In 1964, Brian Harland at Cambridge University postulated that the Earth had experienced a great Neoproterozoic ice age. He pointed out that Neoproterozoic glacial deposits, similar in type to those of the Pleistocene, are widely distributed on virtually every continent. Harland could only speculate on the positions of continents in Neoproterozoic time and could not rule out the possibility that various continents were glaciated at different times as they drifted close to the poles. Nevertheless, he inferred that ice lines penetrated the tropics from the occurrence of glacial deposits within types of marine sedimentary strata characteristic of low latitudes. What could cause glaciers to reach sea level near the Equator? Climate physicists were just developing mathematical models of the Earth's climate, providing a new perspective on the limits to glaciation. The Earth's climate is fundamentally controlled by the way that solar radiation interacts with the Earth's surface and atmosphere. We receive ~343 watts per square meter of radiation from the Sun. Some of this is reflected back to space by clouds and by the Earth's surface, but approximately two thirds is absorbed by the Earth's surface and atmosphere, increasing the average temperature. Earth's surface emits radiation at longer wavelengths (infrared), balancing the energy of the radiation that has been absorbed. If more of the solar radiation were reflected back to space, then less radiation would be absorbed at the surface and the Earth's temperature would decrease. The surface albedo is a measure of how much radiation is reflected; snow has a high albedo (~0.8), seawater has a low albedo (~0.1), and land surfaces have intermediate values that vary widely depending mainly on the types and distribution of vegetation. When snow falls on land or ice forms at sea, the increase in the albedo causes greater cooling, stabilizing the snow and ice. This is called ice-albedo feedback, and it is an important factor in the waxing (and waning) of ic e sheets.

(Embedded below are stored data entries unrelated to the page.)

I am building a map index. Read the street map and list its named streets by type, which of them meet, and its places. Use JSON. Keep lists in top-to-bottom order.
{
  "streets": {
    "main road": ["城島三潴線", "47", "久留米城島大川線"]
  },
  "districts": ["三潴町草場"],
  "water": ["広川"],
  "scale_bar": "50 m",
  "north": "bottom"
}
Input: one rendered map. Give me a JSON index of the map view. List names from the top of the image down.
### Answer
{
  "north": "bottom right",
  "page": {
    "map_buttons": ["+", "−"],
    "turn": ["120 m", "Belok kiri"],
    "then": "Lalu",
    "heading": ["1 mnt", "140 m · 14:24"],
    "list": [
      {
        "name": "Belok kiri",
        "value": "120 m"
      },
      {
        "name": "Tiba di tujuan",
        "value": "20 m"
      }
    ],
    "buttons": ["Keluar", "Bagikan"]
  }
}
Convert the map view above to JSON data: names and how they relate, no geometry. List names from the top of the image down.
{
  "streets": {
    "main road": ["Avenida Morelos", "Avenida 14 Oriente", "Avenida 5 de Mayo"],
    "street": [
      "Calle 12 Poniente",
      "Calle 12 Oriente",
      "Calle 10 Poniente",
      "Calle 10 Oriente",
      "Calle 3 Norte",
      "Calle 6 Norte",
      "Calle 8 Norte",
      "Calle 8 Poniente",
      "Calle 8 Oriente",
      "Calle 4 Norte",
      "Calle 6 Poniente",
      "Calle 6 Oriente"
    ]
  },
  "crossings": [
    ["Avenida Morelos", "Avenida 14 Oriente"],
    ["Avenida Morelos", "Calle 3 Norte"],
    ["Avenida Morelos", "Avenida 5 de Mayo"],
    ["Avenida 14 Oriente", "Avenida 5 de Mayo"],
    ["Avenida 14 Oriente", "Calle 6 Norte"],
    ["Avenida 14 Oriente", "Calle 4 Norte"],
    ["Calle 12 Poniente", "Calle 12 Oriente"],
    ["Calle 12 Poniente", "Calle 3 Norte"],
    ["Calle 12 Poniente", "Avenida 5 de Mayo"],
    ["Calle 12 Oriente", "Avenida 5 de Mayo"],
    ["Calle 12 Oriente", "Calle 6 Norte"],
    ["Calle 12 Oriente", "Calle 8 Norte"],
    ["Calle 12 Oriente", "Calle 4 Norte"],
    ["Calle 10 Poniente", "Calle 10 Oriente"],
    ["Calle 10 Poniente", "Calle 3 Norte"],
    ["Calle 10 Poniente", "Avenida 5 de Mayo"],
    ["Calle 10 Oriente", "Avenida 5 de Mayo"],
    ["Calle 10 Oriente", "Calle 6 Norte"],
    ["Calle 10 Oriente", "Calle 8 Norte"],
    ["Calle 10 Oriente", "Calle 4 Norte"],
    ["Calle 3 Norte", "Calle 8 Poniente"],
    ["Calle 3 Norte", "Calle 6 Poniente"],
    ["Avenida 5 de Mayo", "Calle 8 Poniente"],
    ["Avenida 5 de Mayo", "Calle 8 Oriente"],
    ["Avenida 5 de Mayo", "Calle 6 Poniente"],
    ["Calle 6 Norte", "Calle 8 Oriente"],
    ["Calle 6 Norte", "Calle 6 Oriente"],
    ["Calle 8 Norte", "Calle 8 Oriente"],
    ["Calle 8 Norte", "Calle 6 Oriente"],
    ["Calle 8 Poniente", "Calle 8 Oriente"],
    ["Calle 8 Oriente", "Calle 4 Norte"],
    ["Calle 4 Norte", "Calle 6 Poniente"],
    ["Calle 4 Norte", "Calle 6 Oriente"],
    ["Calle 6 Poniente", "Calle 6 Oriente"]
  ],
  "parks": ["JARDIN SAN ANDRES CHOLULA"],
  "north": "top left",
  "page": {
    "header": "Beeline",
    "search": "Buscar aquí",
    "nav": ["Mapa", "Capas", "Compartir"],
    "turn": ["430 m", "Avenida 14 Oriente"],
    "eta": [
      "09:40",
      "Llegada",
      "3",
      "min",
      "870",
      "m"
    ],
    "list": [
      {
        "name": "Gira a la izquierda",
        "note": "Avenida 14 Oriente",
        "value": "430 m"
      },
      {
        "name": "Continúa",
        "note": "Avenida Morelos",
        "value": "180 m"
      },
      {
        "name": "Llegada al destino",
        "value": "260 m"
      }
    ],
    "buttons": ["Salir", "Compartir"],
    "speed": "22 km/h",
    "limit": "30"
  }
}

At the same time that Harland was examining Neoproterozoic glacial deposits, Mikhail Budyko at the Leningrad Geophysical Observatory, working with simple two-dimensional energy-balance climate models, found that the ice-albedo feedback created an instability in the Earth's climate system. Budyko showed that if the Earth's climate were to cool, and ice were to form at lower and lower latitudes, the planetary albedo would rise at a faster and faster rate because there is more surface area per degree of latitude as one approaches the Equator. In his model, once ice formed beyond a critical latitude (around 30 degrees north or south, equivalent to half the Earth's surface area), the positive feedback became so strong that temperatures of the surface plummeted, yielding a completely frozen planet. The relatively small amount of heat escaping from the Earth's interior is sufficient to prevent the oceans from freezing to the bottom, but would still allow a kilometer thick cap of sea ice to form, thicker at the poles and thinner at the Equator.